> ACTION ITEM: Give the count of lines in the entries below that contain the string "service", and only that count.

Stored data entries
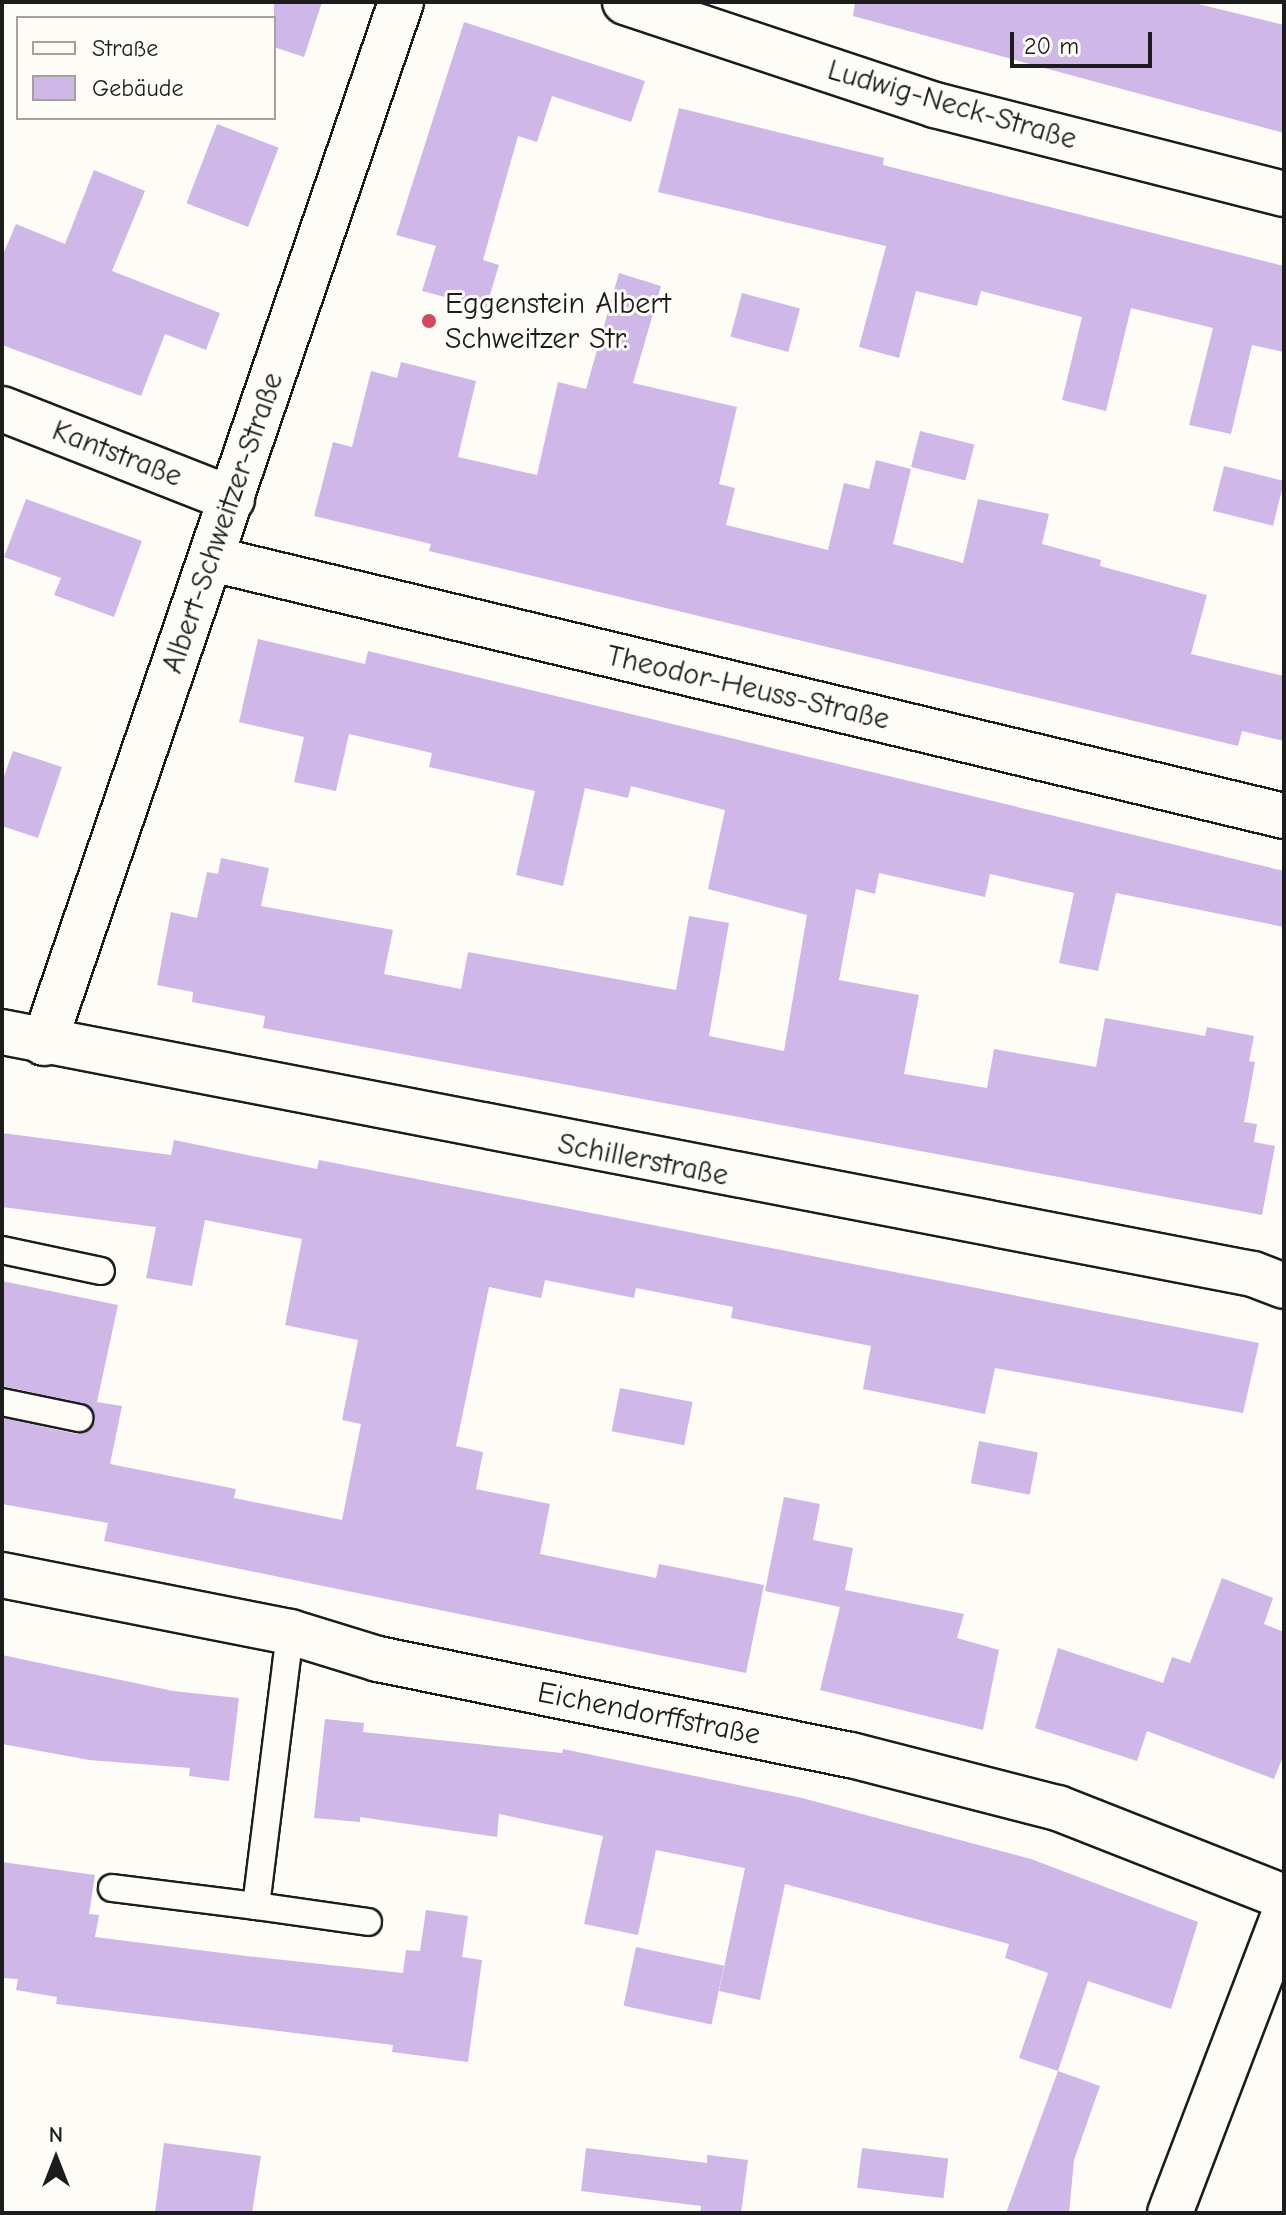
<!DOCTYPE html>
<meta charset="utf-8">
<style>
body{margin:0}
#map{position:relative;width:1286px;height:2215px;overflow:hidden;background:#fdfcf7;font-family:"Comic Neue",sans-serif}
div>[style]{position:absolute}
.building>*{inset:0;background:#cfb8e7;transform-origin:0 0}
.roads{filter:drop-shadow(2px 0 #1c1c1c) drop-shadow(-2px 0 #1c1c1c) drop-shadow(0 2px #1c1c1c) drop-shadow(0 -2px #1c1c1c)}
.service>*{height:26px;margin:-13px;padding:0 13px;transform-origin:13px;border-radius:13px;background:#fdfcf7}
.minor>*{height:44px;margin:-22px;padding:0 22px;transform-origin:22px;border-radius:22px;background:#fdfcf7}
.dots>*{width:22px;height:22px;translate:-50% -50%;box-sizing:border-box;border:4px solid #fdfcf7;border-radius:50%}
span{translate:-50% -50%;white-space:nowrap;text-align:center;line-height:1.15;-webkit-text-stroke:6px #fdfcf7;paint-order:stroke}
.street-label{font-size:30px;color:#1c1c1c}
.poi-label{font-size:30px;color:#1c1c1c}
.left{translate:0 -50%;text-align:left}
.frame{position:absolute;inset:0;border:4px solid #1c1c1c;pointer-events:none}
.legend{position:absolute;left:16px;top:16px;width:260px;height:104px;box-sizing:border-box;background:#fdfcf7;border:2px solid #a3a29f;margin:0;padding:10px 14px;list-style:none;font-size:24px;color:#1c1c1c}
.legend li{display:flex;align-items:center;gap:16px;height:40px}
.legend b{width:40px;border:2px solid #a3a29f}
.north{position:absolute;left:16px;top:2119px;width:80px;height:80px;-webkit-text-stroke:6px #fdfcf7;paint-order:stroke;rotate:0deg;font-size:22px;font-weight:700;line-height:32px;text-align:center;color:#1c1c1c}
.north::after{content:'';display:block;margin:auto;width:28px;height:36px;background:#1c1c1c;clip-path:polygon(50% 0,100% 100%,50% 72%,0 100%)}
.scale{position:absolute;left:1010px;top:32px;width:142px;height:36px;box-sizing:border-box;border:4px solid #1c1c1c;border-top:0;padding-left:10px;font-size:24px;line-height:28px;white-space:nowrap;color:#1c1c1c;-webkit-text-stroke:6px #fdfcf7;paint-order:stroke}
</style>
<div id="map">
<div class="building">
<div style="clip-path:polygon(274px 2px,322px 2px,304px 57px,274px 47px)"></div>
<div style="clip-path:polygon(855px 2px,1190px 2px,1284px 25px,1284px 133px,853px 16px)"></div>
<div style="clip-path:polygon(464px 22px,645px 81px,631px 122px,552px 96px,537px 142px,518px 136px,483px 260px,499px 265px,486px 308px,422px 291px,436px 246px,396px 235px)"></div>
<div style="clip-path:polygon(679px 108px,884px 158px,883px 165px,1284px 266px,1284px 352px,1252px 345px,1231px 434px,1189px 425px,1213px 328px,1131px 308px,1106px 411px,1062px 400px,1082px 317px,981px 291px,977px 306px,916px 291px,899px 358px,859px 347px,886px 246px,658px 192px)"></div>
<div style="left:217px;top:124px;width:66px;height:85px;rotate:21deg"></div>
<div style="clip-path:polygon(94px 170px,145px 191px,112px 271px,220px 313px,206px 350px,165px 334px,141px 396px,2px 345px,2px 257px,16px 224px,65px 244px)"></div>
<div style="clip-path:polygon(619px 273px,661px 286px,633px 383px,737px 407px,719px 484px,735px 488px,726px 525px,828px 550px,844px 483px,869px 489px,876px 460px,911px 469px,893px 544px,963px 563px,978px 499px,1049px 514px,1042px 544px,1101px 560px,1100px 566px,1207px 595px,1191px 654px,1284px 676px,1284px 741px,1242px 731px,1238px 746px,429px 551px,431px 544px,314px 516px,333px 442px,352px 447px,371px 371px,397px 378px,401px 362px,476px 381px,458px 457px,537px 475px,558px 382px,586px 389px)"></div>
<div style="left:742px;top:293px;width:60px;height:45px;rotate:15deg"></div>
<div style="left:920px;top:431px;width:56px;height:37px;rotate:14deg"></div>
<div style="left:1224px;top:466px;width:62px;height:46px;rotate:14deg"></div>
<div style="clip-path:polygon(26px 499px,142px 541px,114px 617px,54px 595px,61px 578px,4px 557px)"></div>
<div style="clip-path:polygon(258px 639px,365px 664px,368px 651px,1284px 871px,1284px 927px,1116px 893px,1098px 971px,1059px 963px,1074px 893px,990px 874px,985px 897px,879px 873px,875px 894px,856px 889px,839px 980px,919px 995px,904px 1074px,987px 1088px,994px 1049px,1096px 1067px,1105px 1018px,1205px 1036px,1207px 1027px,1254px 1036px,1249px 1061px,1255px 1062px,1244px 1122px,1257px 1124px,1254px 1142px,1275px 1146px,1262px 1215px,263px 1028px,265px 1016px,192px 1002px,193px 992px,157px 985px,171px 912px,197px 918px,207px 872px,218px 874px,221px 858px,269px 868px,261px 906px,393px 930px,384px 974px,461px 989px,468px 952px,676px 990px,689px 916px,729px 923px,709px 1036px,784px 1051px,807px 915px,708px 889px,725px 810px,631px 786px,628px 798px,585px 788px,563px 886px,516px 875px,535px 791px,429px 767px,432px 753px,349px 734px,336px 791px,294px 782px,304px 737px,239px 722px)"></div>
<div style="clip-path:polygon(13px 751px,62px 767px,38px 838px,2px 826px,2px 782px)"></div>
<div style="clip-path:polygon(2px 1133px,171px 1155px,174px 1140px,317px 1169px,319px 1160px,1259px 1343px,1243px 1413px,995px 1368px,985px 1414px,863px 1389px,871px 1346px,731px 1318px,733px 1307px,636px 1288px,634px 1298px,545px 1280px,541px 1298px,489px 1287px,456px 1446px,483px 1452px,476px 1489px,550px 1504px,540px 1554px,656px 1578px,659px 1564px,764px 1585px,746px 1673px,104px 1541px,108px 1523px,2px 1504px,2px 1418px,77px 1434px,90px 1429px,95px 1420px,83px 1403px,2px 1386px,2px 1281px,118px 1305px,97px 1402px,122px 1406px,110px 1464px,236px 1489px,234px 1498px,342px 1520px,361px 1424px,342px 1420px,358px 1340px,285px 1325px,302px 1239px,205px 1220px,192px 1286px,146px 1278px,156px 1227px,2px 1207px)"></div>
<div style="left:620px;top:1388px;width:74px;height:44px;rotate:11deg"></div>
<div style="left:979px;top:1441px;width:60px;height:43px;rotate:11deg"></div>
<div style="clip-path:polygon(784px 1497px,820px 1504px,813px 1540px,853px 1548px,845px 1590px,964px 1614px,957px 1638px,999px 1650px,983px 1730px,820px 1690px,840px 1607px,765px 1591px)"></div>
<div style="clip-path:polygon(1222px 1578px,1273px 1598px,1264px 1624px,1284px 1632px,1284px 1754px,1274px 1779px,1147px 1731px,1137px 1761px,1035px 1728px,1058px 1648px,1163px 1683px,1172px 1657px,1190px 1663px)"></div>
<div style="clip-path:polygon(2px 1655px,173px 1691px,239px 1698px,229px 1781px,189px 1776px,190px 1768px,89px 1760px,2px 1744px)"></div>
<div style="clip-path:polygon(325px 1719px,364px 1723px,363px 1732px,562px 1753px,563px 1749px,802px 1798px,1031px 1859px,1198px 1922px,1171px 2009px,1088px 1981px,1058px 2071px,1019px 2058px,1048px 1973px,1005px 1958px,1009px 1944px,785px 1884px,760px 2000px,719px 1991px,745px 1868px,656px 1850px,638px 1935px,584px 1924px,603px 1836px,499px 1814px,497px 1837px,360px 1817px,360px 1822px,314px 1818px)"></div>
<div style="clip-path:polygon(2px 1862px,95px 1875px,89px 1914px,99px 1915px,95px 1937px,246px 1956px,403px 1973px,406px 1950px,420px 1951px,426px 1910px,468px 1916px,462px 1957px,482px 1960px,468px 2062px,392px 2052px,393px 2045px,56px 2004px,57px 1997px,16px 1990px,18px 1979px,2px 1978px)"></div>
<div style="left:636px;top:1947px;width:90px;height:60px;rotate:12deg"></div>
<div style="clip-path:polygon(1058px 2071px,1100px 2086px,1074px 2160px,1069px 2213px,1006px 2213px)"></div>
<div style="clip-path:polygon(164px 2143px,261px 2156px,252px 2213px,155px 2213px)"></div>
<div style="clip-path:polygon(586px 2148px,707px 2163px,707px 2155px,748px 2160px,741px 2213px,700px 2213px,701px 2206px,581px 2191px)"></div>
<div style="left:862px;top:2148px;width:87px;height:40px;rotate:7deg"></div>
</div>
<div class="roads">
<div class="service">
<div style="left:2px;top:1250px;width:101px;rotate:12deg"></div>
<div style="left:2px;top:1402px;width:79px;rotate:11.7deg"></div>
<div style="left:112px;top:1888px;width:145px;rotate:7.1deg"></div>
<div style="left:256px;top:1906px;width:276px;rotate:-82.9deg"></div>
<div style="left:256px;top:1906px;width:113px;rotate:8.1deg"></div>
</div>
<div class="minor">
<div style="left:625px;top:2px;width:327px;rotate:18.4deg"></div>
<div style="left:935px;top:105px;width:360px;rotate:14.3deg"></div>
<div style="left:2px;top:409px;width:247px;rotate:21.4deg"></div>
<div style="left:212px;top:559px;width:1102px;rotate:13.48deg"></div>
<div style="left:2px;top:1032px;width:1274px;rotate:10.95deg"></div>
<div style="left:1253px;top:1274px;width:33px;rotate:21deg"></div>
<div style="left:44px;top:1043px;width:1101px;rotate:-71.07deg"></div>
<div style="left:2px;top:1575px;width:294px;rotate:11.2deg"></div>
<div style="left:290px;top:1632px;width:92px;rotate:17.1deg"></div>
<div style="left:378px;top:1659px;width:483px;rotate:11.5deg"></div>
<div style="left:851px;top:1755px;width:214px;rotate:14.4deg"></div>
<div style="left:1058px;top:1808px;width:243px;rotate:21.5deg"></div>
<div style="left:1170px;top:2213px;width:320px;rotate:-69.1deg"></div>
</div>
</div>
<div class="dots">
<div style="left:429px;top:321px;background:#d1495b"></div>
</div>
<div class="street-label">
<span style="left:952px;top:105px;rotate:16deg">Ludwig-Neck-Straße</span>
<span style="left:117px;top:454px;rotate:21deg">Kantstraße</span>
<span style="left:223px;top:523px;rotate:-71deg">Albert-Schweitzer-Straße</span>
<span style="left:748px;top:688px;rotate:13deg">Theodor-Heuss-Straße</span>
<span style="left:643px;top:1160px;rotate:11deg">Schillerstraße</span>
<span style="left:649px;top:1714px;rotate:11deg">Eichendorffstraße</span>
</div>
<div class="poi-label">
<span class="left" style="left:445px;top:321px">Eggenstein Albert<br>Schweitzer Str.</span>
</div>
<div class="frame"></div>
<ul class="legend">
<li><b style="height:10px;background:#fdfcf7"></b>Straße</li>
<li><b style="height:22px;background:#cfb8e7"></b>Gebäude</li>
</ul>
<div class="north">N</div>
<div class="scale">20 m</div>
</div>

> SOLUTION FOR THIS EXERCISE: 2